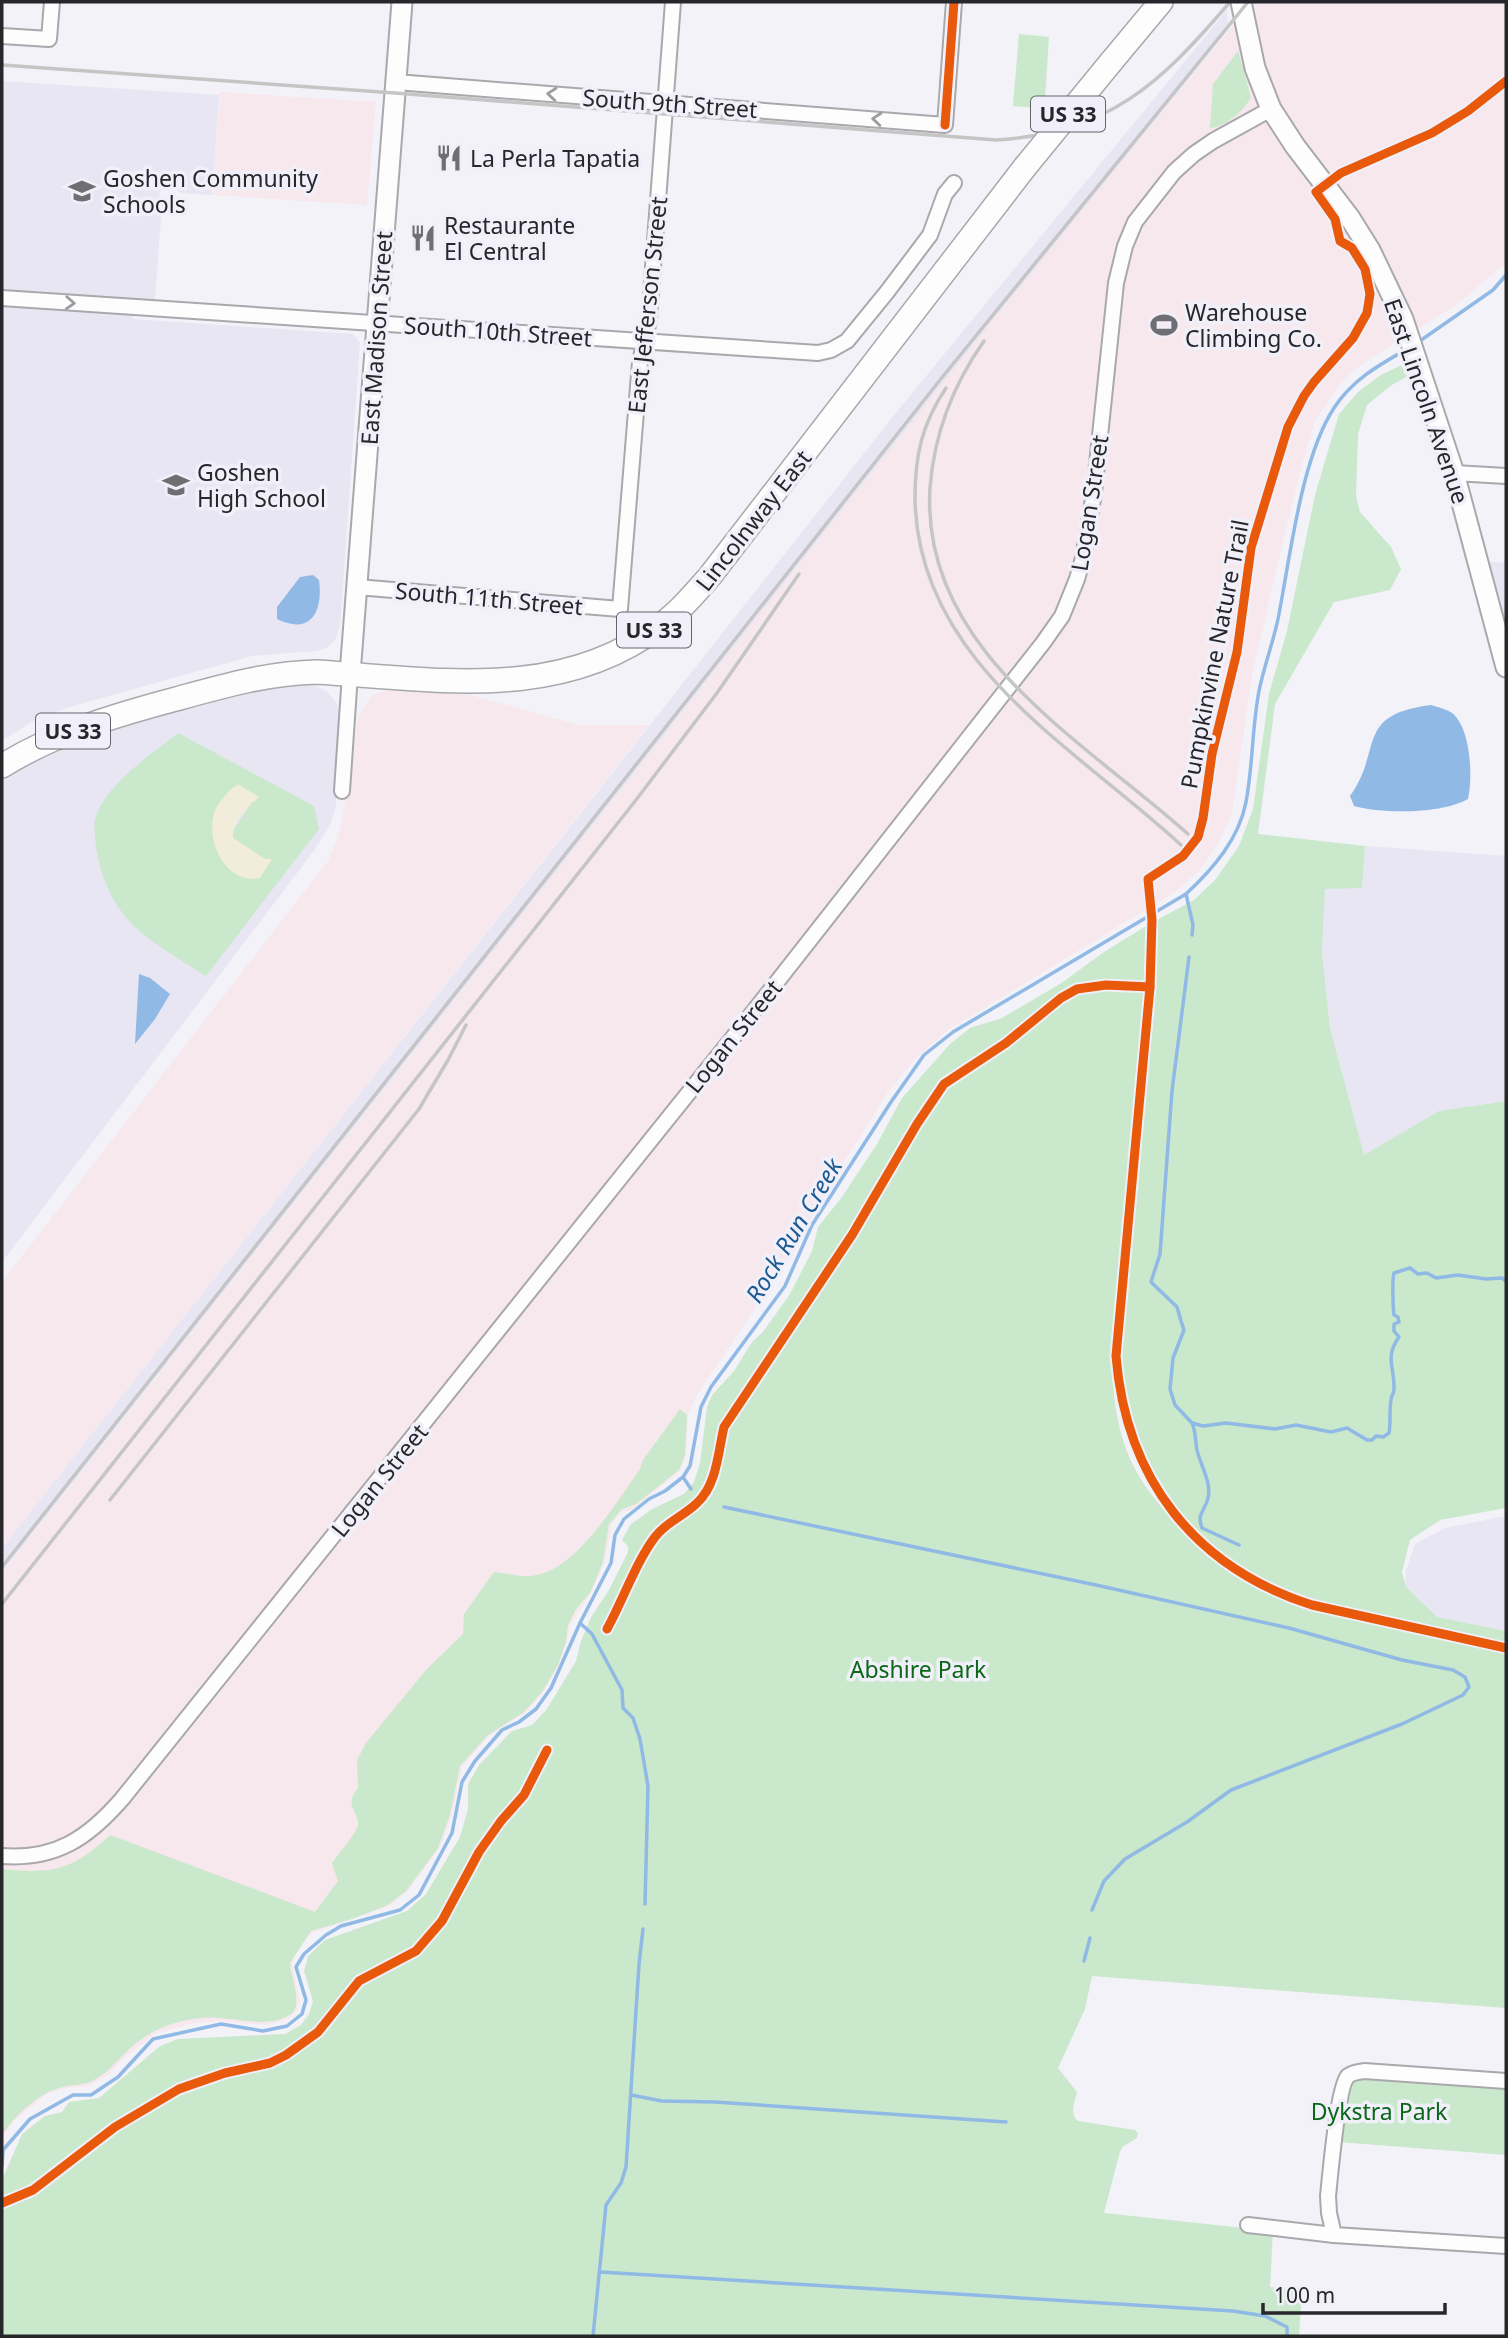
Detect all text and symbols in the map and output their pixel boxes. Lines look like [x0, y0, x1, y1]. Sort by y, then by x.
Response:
street label: South 9th Street [582, 81, 758, 125]
one-way arrow [547, 87, 558, 102]
road number: US 33 [1031, 96, 1105, 132]
one-way arrow [871, 112, 882, 127]
place label: La Perla Tapatia [470, 142, 640, 174]
restaurant icon: La Perla Tapatia [434, 143, 464, 173]
place label: Goshen Community Schools [103, 162, 318, 220]
school or university icon: Goshen Community Schools [67, 176, 97, 206]
street label: East Jefferson Street [620, 195, 674, 415]
place label: Restaurante El Central [444, 209, 575, 267]
restaurant icon: Restaurante El Central [408, 223, 438, 253]
street label: East Madison Street [353, 230, 399, 446]
street label: East Lincoln Avenue [1377, 294, 1477, 508]
one-way arrow [65, 295, 76, 310]
place label: Warehouse Climbing Co. [1185, 296, 1322, 354]
street label: South 10th Street [403, 308, 593, 354]
sports icon: Warehouse Climbing Co. [1149, 310, 1179, 340]
street label: Logan Street [1062, 433, 1116, 573]
street label: Lincolnway East [688, 443, 818, 597]
place label: Goshen High School [197, 456, 326, 514]
school or university icon: Goshen High School [161, 470, 191, 500]
street label: Pumpkinvine Nature Trail [1172, 517, 1256, 791]
street label: South 11th Street [394, 574, 584, 622]
road number: US 33 [617, 612, 691, 648]
road number: US 33 [36, 714, 110, 748]
street label: Logan Street [677, 973, 789, 1099]
water label: Rock Run Creek [737, 1151, 850, 1308]
street label: Logan Street [323, 1417, 435, 1543]
park label: Abshire Park [850, 1653, 987, 1685]
park label: Dykstra Park [1311, 2095, 1448, 2127]
scale bar [1263, 2272, 1445, 2316]
text: 100 m [1274, 2281, 1335, 2309]

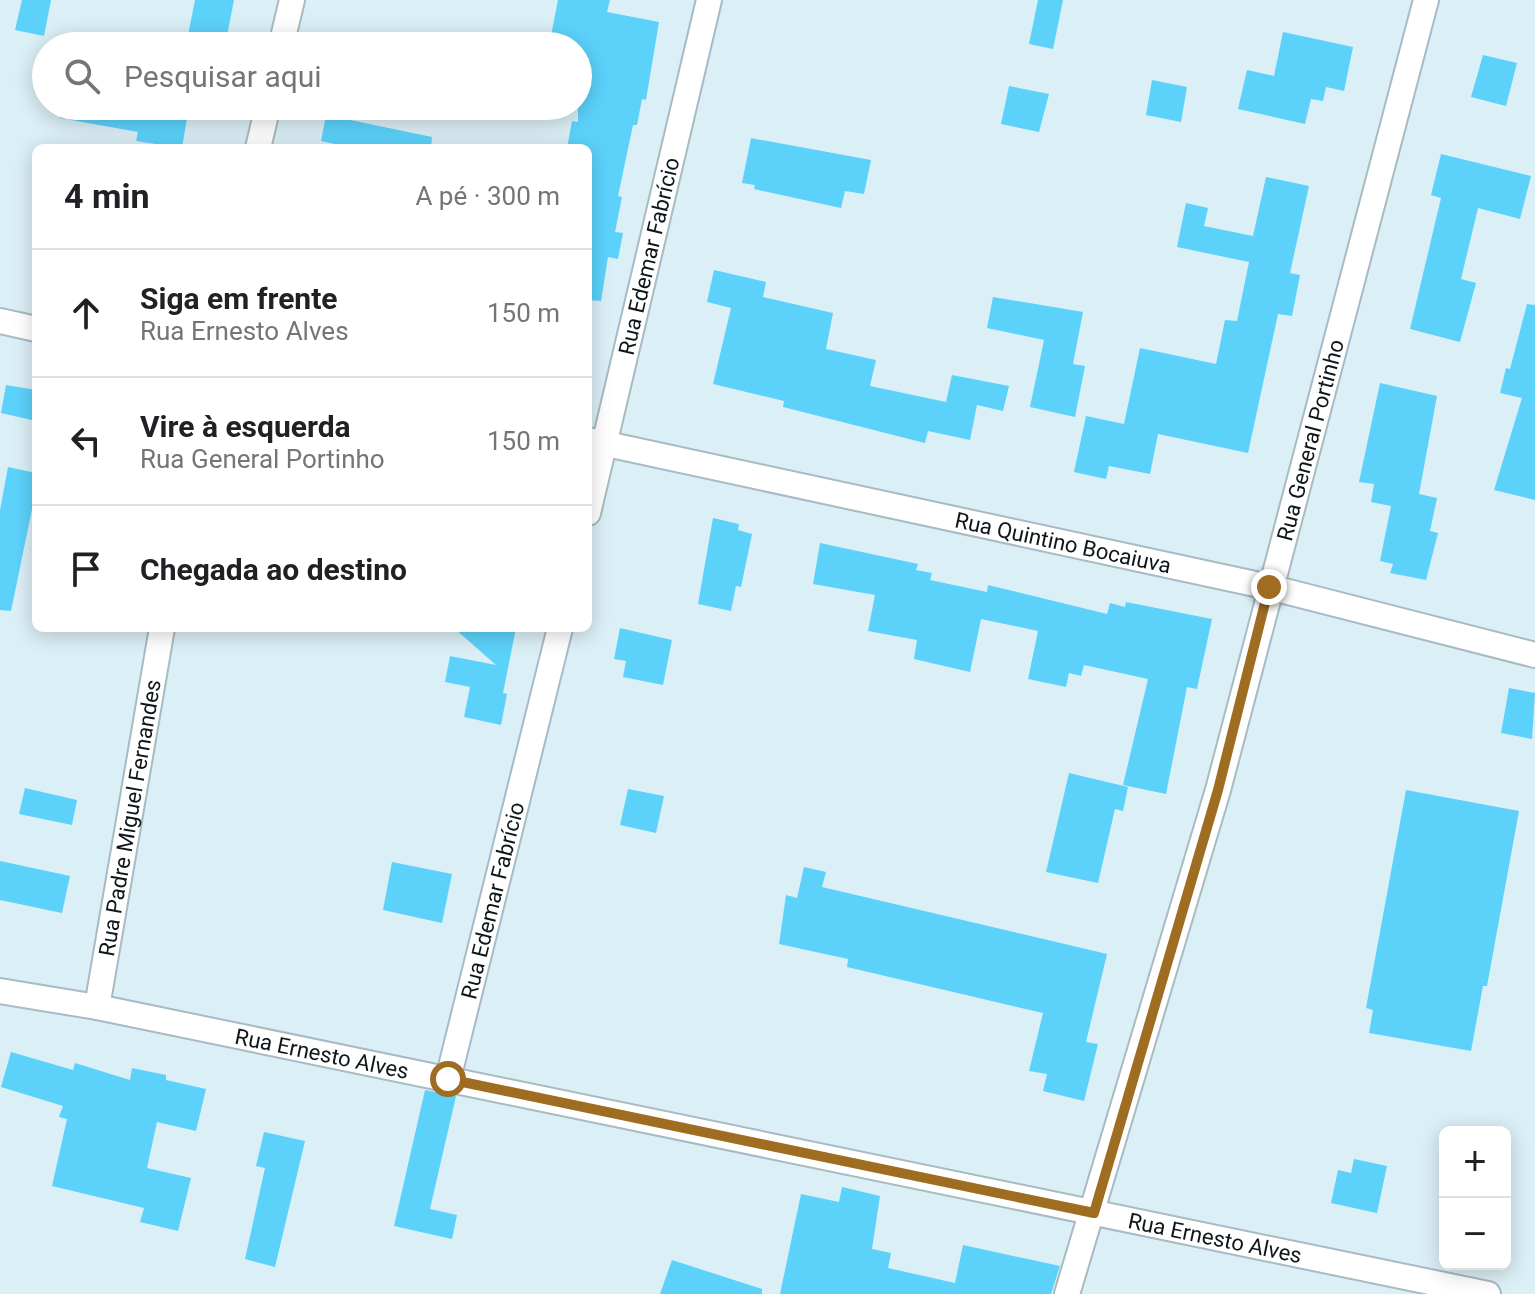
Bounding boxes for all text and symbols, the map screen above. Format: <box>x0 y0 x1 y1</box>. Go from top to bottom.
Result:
search box <box>32 32 592 120</box>
icon: search <box>60 54 104 98</box>
text: Pesquisar aqui <box>124 59 322 94</box>
street label: Rua Edemar Fabrício <box>613 155 684 357</box>
text: 4 min <box>64 176 149 216</box>
text: A pé · 300 m <box>415 181 560 211</box>
text: Siga em frente <box>140 281 338 316</box>
icon: ahead <box>64 291 108 335</box>
text: 150 m <box>487 298 560 328</box>
text: Rua Ernesto Alves <box>140 316 349 346</box>
street label: Rua General Portinho <box>1272 337 1349 543</box>
text: Vire à esquerda <box>140 409 351 444</box>
icon: left <box>64 419 108 463</box>
text: 150 m <box>487 426 560 456</box>
text: Rua General Portinho <box>140 444 385 474</box>
street label: Rua Quintino Bocaiuva <box>953 507 1173 578</box>
icon: arrive <box>64 547 108 591</box>
text: Chegada ao destino <box>140 552 407 587</box>
route end <box>1251 569 1287 605</box>
street label: Rua Padre Miguel Fernandes <box>93 678 165 958</box>
street label: Rua Edemar Fabrício <box>456 799 529 1002</box>
street label: Rua Ernesto Alves <box>233 1023 411 1083</box>
route start <box>430 1061 466 1097</box>
map controls <box>1439 1126 1511 1270</box>
button: + <box>1439 1126 1511 1198</box>
button: − <box>1439 1198 1511 1270</box>
street label: Rua Ernesto Alves <box>1126 1208 1304 1268</box>

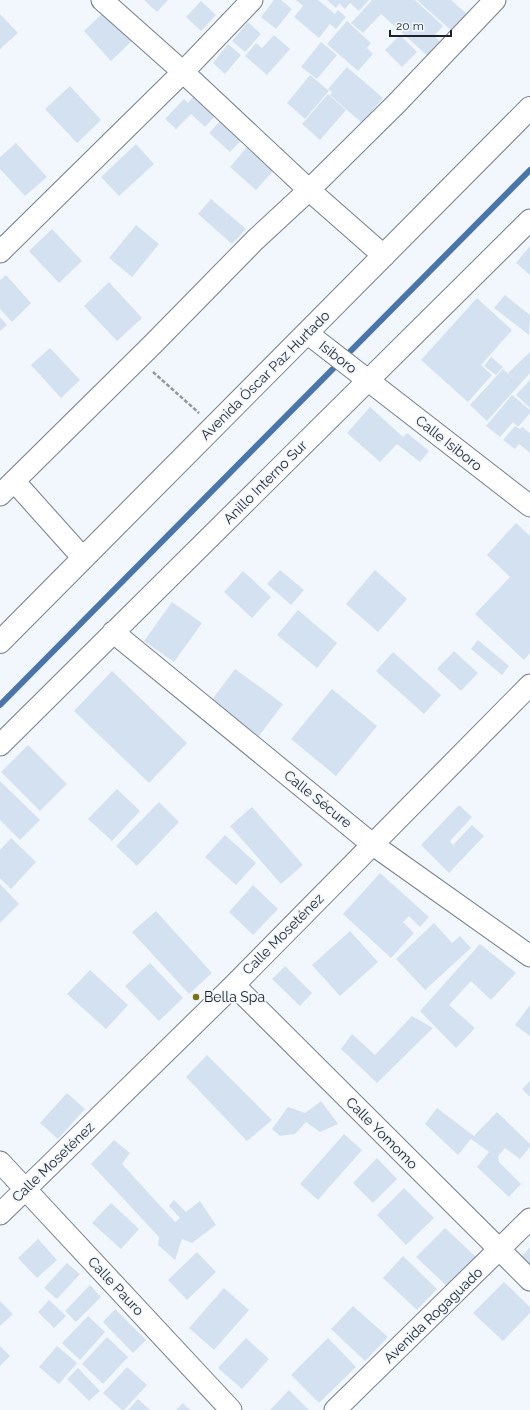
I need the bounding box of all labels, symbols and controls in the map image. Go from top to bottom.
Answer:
scale bar [390,12,451,38]
text: 20 m [396,19,424,33]
street label: Avenida Óscar Paz Hurtado [196,306,333,443]
street label: Isiboro [316,337,360,377]
street label: Calle Isiboro [413,412,485,474]
street label: Anillo Interno Sur [220,437,310,527]
street label: Calle Sécure [281,767,355,831]
street label: Calle Moseténez [239,890,327,978]
place label: Bella Spa [204,989,265,1005]
marker: Bella Spa [191,992,201,1002]
street label: Calle Yomomo [343,1094,421,1172]
street label: Calle Moseténez [9,1119,97,1205]
street label: Calle Pauro [85,1253,147,1319]
street label: Avenida Rogaguado [380,1264,486,1366]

------------------------------

## TASK GOAL
If a line in the listing contains the string "Moseténez", copy it.

## WRITTEN RESPONSE
street label: Calle Moseténez [239,890,327,978]
street label: Calle Moseténez [9,1119,97,1205]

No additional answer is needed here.